Скачков, почувствовав как напряглась всем телом под его рукой Маришка, миролюбиво попросил:
— Оставь ее в покое.
— Ты что, в своем уме? — накинулась Клавдия, с утра была не в духе. — Ребенок нездоров, а они тут… Марина, я кому сказала?
Скачков потрогал лобик, — кажется, горячий.
— Дай нам градусник, мы сейчас проверим.
— Я принесу! — с готовностью подпрыгнула Маришка, желая услужить, но лишь бы не было скандала.
— Я тебе принесу! — прикрикнула Клавдия, доставая из кармана фартука кругленький футлярчик. — Я тебе такое принесу!..
Встряхнула градусник, поставили, затихли. Клавдия что-то выговаривала Софье Казимировне на кухне.
«Пускай на нее изольет, — подумал Скачков. — Нам меньше достанется».
Притихшая Маришка прислушивалась к сердитому голосу матери и тревожными глазенками поглядывала на Скачкова.
Шепотом он сказал:
— Вот видишь!
А что «Вот видишь!» он и сам не знал. Во всяком случае ему тоже не хотелось, чтобы день, начавшийся так приятно, оказался испорченным.
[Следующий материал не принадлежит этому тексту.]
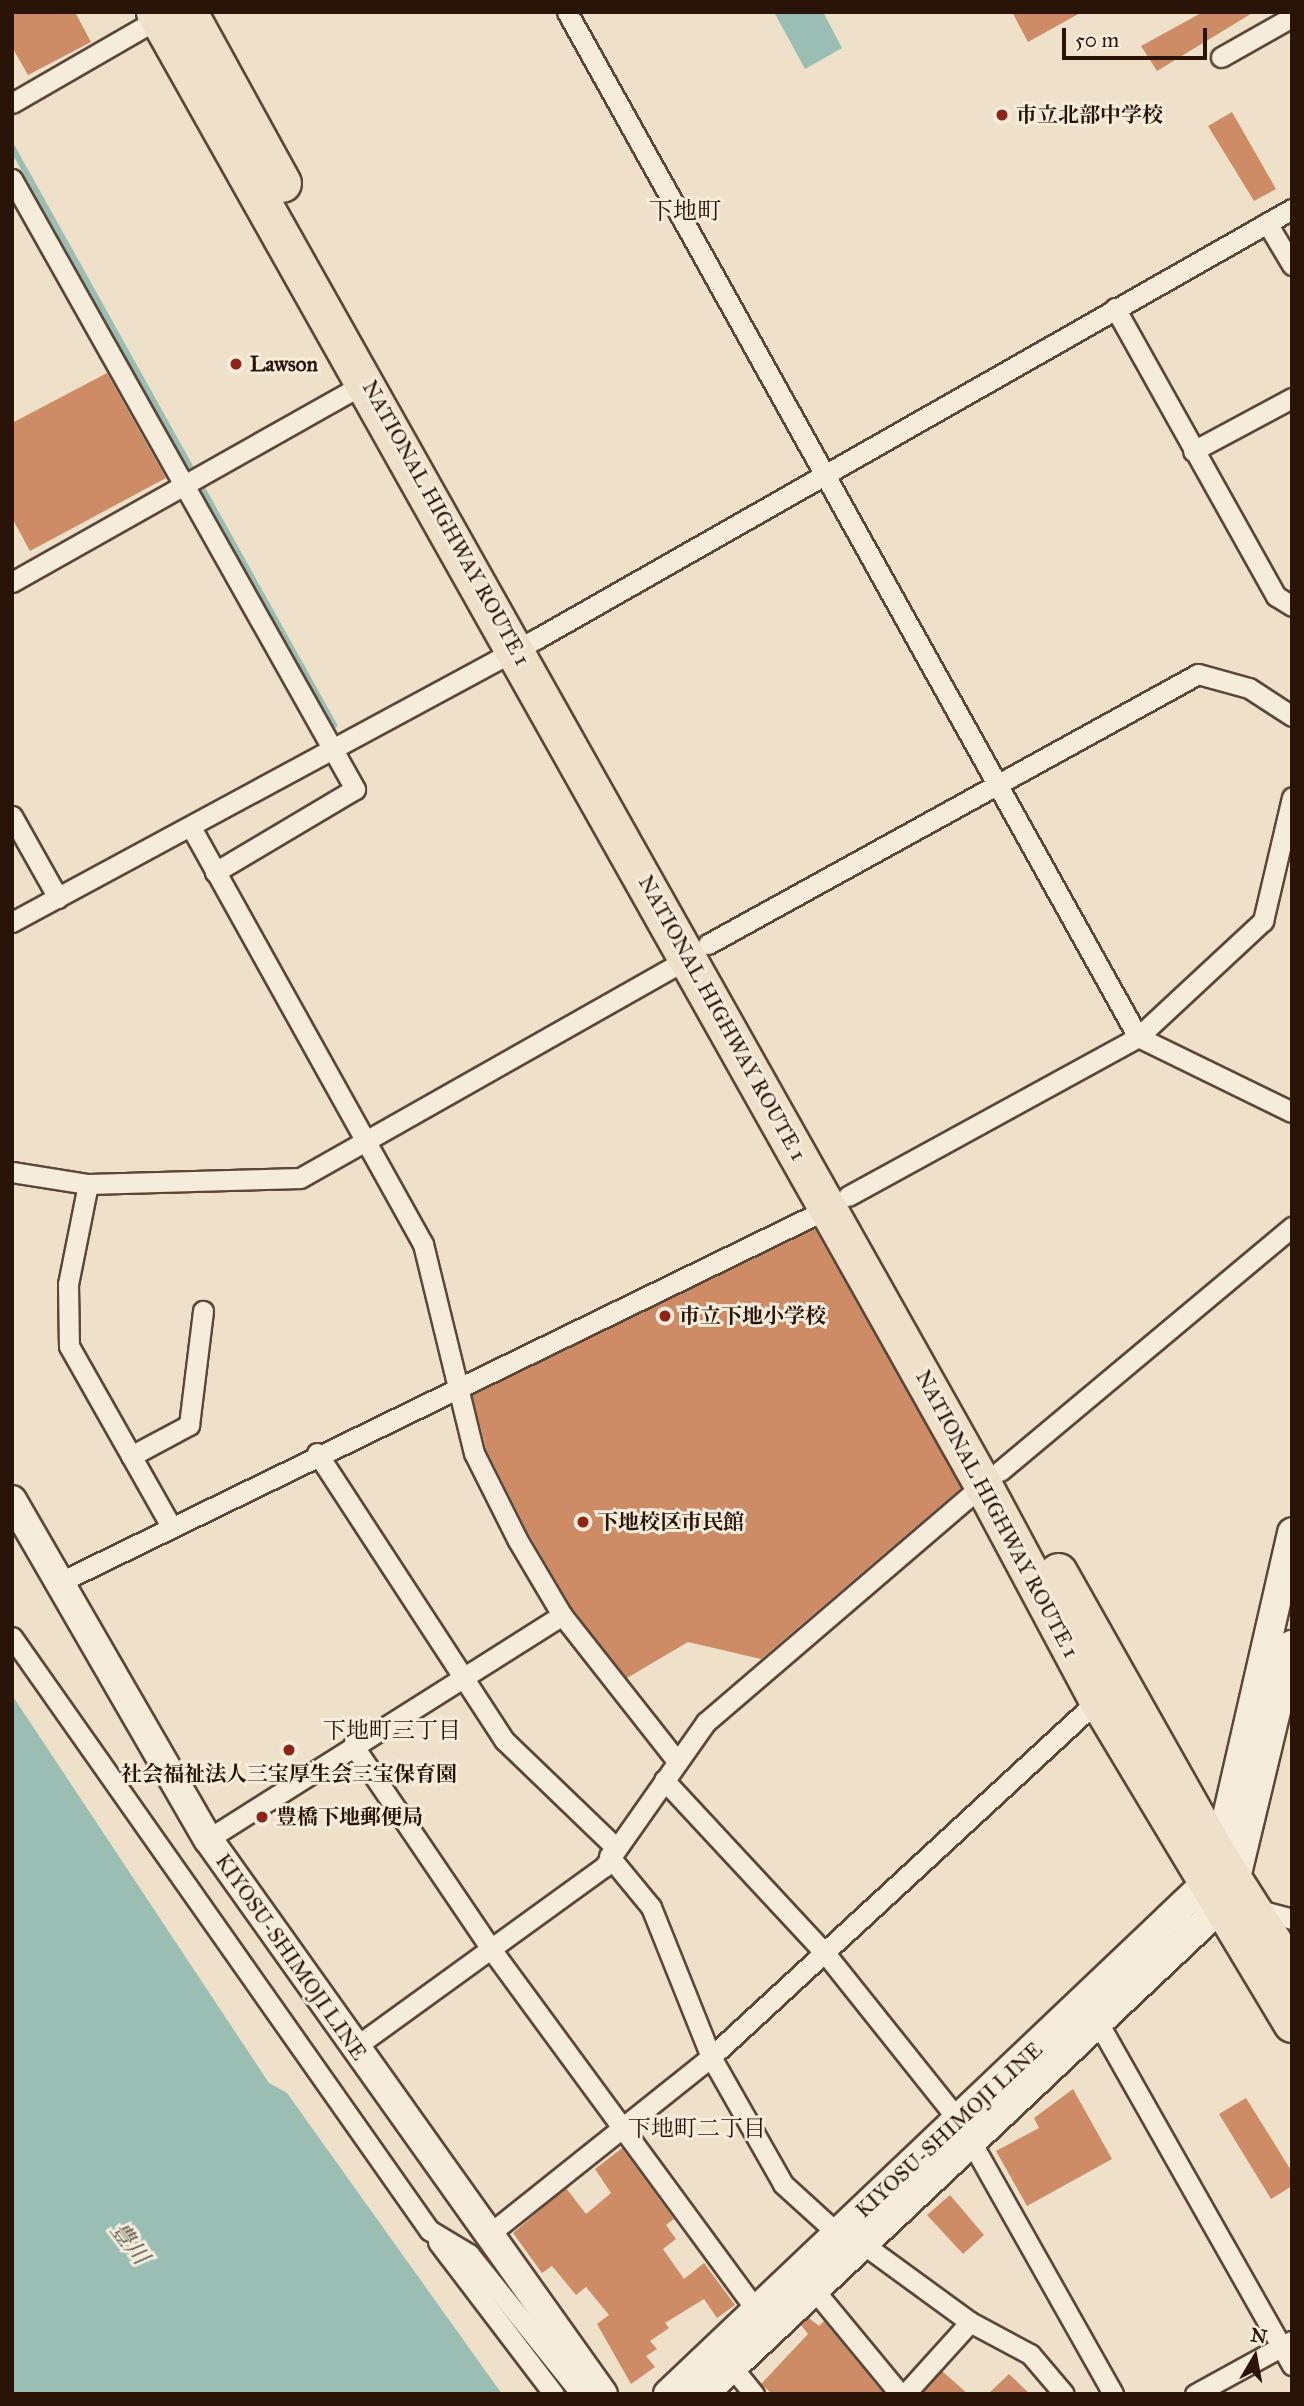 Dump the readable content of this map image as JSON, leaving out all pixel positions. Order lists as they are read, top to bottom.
{
  "streets": {
    "highway": ["NATIONAL HIGHWAY ROUTE 1"],
    "main road": ["KIYOSU-SHIMOJI LINE"]
  },
  "crossings": [
    ["NATIONAL HIGHWAY ROUTE 1", "KIYOSU-SHIMOJI LINE"]
  ],
  "districts": ["下地町", "下地町三丁目", "下地町二丁目"],
  "water": ["豊川"],
  "places": [
    "市立北部中学校",
    "Lawson",
    "市立下地小学校",
    "下地校区市民館",
    "社会福祉法人三宝厚生会三宝保育園",
    "豊橋下地郵便局"
  ],
  "scale_bar": "50 m",
  "north": "top"
} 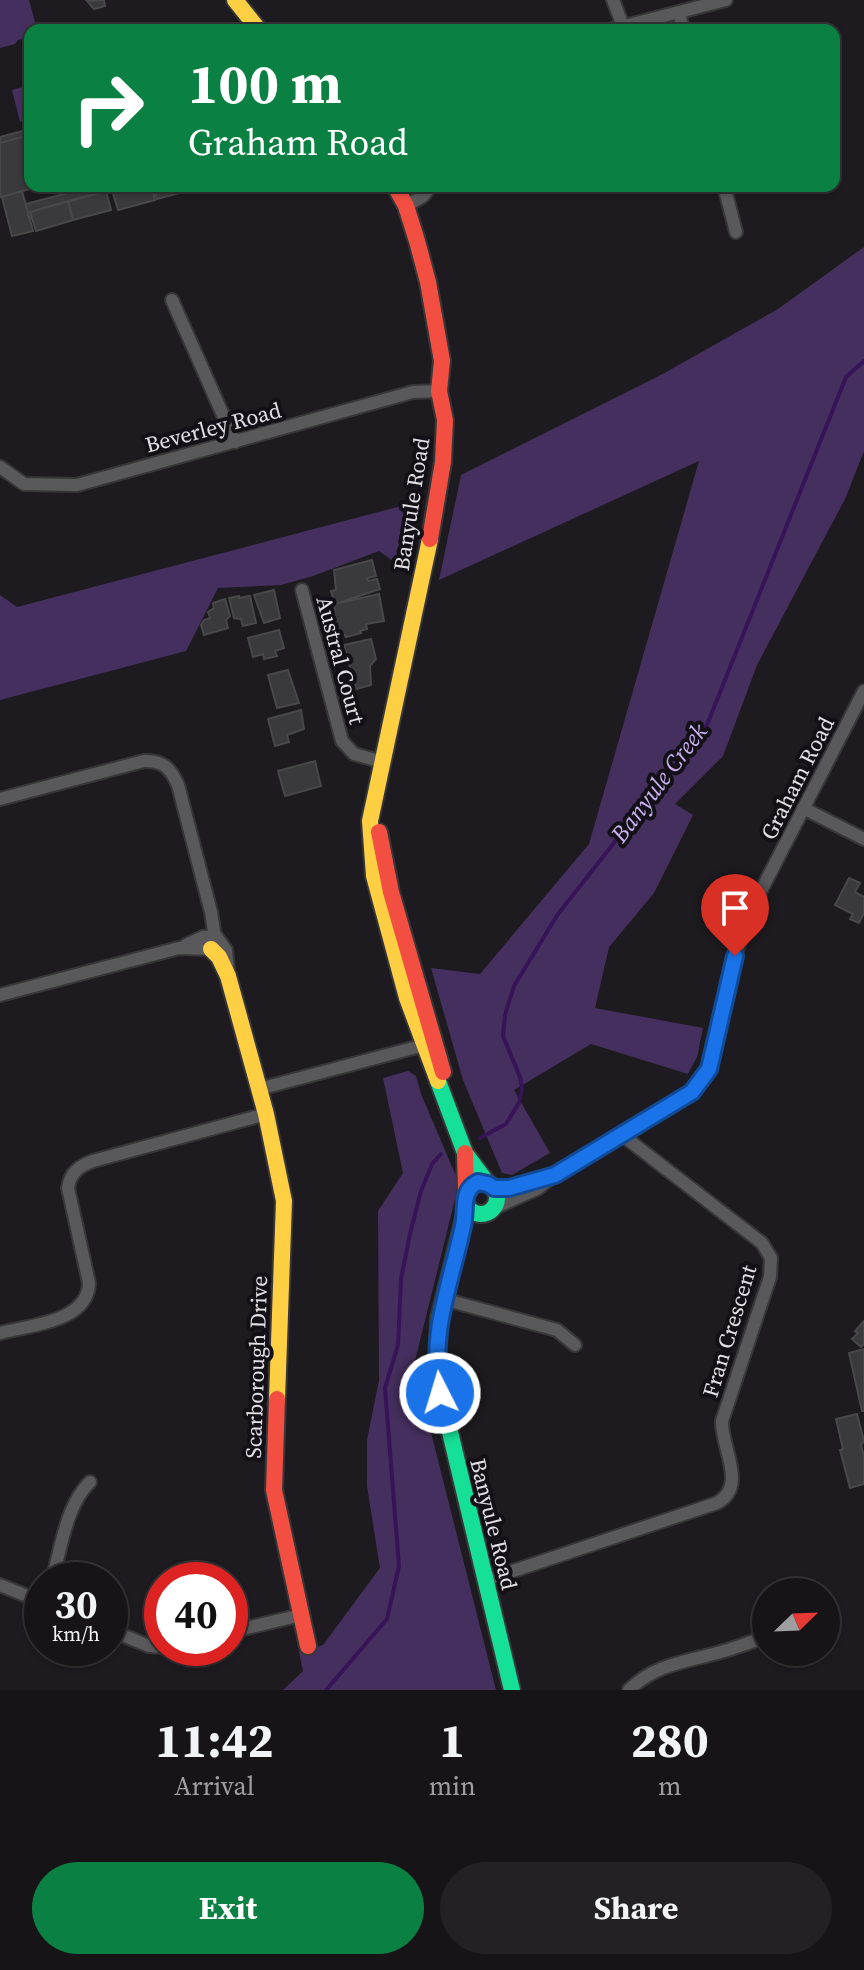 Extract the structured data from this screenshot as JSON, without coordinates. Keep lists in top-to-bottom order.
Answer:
{
  "streets": {
    "street": [
      "Beverley Road",
      "Banyule Road",
      "Austral Court",
      "Graham Road",
      "Fran Crescent",
      "Scarborough Drive"
    ]
  },
  "crossings": [
    ["Beverley Road", "Banyule Road"],
    ["Banyule Road", "Austral Court"],
    ["Banyule Road", "Graham Road"],
    ["Banyule Road", "Fran Crescent"],
    ["Graham Road", "Fran Crescent"]
  ],
  "water": ["Banyule Creek"],
  "north": "top right",
  "page": {
    "turn": ["100 m", "Graham Road"],
    "speed": "30 km/h",
    "limit": "40",
    "eta": [
      "11:42",
      "Arrival",
      "1",
      "min",
      "280",
      "m"
    ],
    "buttons": ["Exit", "Share"]
  }
} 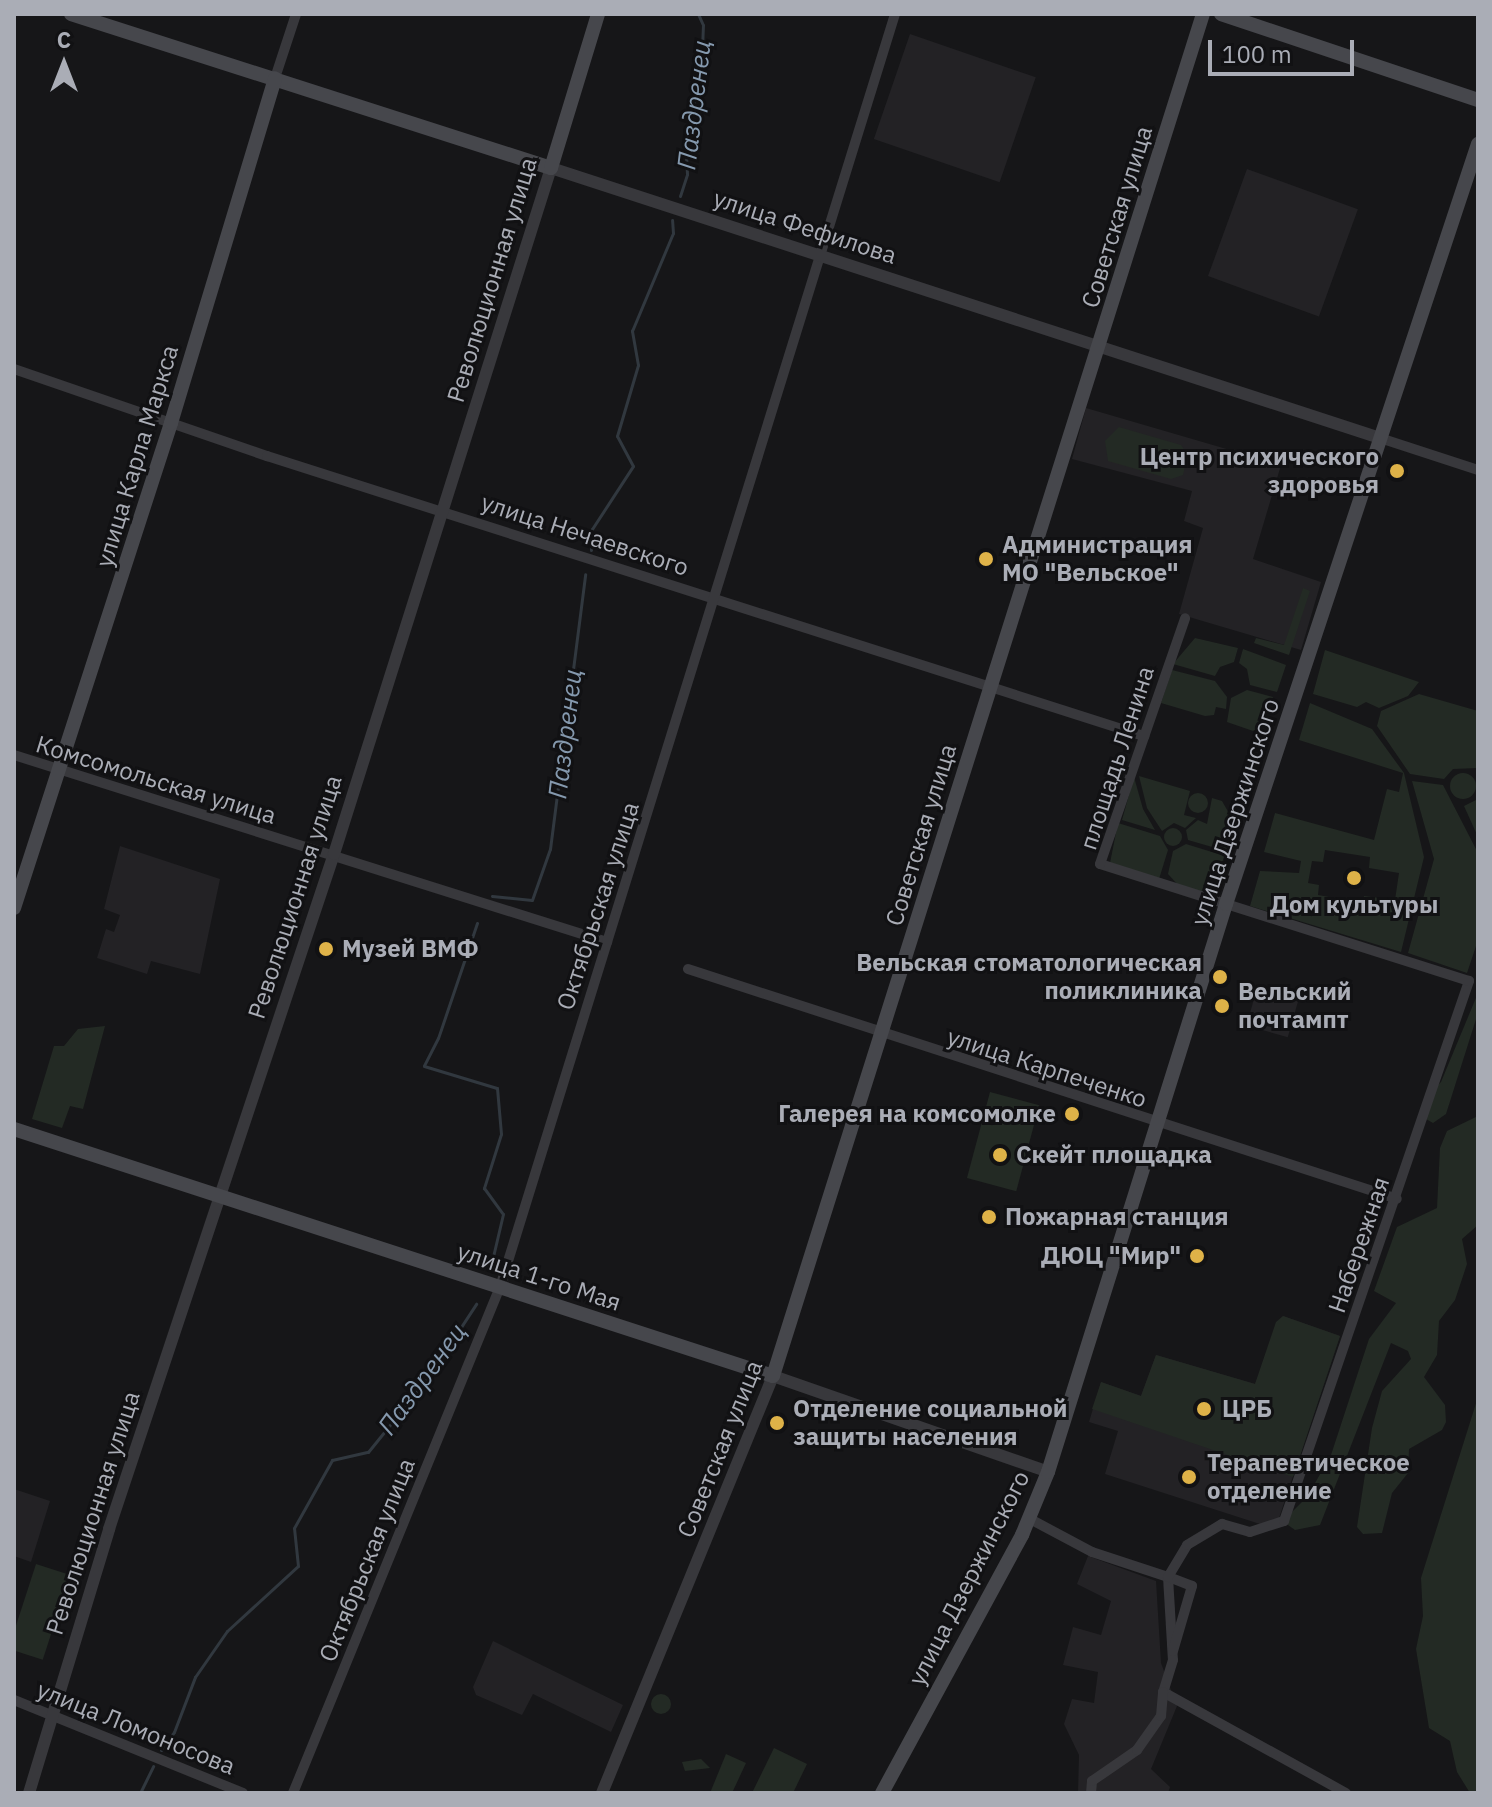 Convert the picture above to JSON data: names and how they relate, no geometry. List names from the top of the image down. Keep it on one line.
{"streets":{"main road":["Советская улица","улица Фефилова","Революционная улица","улица Карла Маркса","улица Дзержинского","улица 1-го Мая"],"street":["улица Нечаевского","площадь Ленина","Комсомольская улица","Октябрьская улица","улица Карпеченко","Набережная","улица Ломоносова"]},"crossings":[["Советская улица","улица Фефилова"],["Советская улица","улица Нечаевского"],["Советская улица","улица Карпеченко"],["Советская улица","улица 1-го Мая"],["улица Фефилова","Революционная улица"],["улица Фефилова","улица Карла Маркса"],["улица Фефилова","улица Дзержинского"],["улица Фефилова","Октябрьская улица"],["Революционная улица","улица Нечаевского"],["Революционная улица","Комсомольская улица"],["Революционная улица","улица 1-го Мая"],["Революционная улица","улица Ломоносова"],["улица Карла Маркса","улица Нечаевского"],["улица Карла Маркса","Комсомольская улица"],["улица Нечаевского","площадь Ленина"],["улица Нечаевского","Октябрьская улица"],["площадь Ленина","улица Дзержинского"],["площадь Ленина","Набережная"],["Комсомольская улица","Октябрьская улица"],["улица Дзержинского","улица Карпеченко"],["улица Дзержинского","улица 1-го Мая"],["Октябрьская улица","улица 1-го Мая"],["улица Карпеченко","Набережная"]],"water":["Паздренец"],"places":["Центр психического здоровья","Администрация МО \"Вельское\"","Дом культуры","Музей ВМФ","Вельская стоматологическая поликлиника","Вельский почтампт","Галерея на комсомолке","Скейт площадка","Пожарная станция","ДЮЦ \"Мир\"","ЦРБ","Отделение социальной защиты населения","Терапевтическое отделение"],"scale_bar":"100 m","north":"top"}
— Ты лежи, я сейчас, — сказал он и сел, спустил с дивана толстые, в узлах закаменевших мышц ножищи. Натянул тренировочные брюки со штрипками и босиком, разлаписто шагая, вышел в коридор. Из кухни показалась Софья Казимировна, увидела его с могучей грудью и возмущенно своротила нос. Сконфузившись, он отскочил назад, загородился дверью, затем вернулся, чтобы надеть фуфайку.
— Пап, пап!.. — позвала, не пустив его, Маришка. — Вынимай скорее градусник! Уже тридцать семь. Сейчас мама придет смотреть. Если будет тридцать восемь, она нас никуда не пустит.
И столько хитрости, столько боязни потерять хороший день было в ее глазенках, что Скачков развеселился.
— Ах ты, маленький малыш! Нет, брат, давай все же посмотрим до конца.
— Да-а… — обиделась Маришка. — А вот будет тридцать восемь, тогда увидишь!